● The task
What this exercise needs is every entry restated as written, with no pictures.

● Extracted material
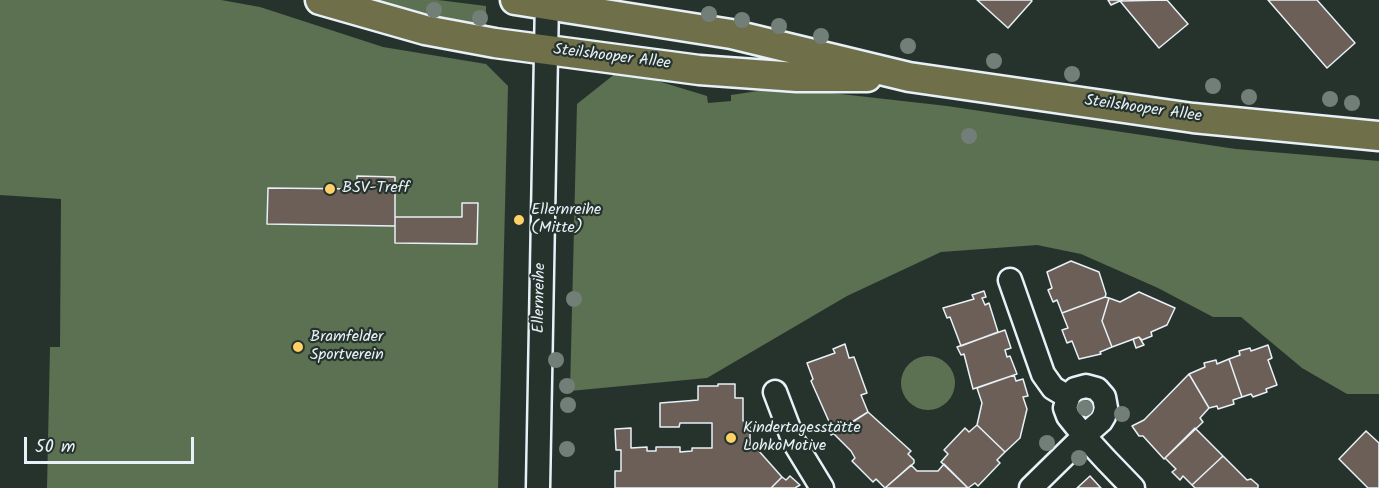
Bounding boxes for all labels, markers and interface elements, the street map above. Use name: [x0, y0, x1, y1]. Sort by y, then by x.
street label: Steilshooper Allee: [552, 41, 672, 75]
street label: Steilshooper Allee: [1083, 92, 1203, 128]
place label: BSV-Treff: [342, 179, 410, 199]
marker: BSV-Treff: [323, 182, 337, 196]
place label: Ellernreihe (Mitte): [531, 201, 601, 239]
marker: Ellernreihe (Mitte): [512, 213, 526, 227]
street label: Ellernreihe: [531, 263, 551, 333]
place label: Bramfelder Sportverein: [310, 328, 384, 366]
marker: Bramfelder Sportverein: [291, 340, 305, 354]
place label: Kindertagesstätte LohkoMotive: [743, 419, 861, 457]
scale bar: [27, 425, 196, 463]
marker: Kindertagesstätte LohkoMotive: [724, 431, 738, 445]
text: 50 m: [35, 433, 75, 462]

● Output below
Bounding boxes for all labels, markers and interface elements, the street map above. Use name: [x0, y0, x1, y1]. Sort by y, then by x.
street label: Steilshooper Allee: [552, 41, 672, 75]
street label: Steilshooper Allee: [1083, 92, 1203, 128]
place label: BSV-Treff: [342, 179, 410, 199]
marker: BSV-Treff: [323, 182, 337, 196]
place label: Ellernreihe (Mitte): [531, 201, 601, 239]
marker: Ellernreihe (Mitte): [512, 213, 526, 227]
street label: Ellernreihe: [531, 263, 551, 333]
place label: Bramfelder Sportverein: [310, 328, 384, 366]
marker: Bramfelder Sportverein: [291, 340, 305, 354]
place label: Kindertagesstätte LohkoMotive: [743, 419, 861, 457]
scale bar: [27, 425, 196, 463]
marker: Kindertagesstätte LohkoMotive: [724, 431, 738, 445]
text: 50 m: [35, 433, 75, 462]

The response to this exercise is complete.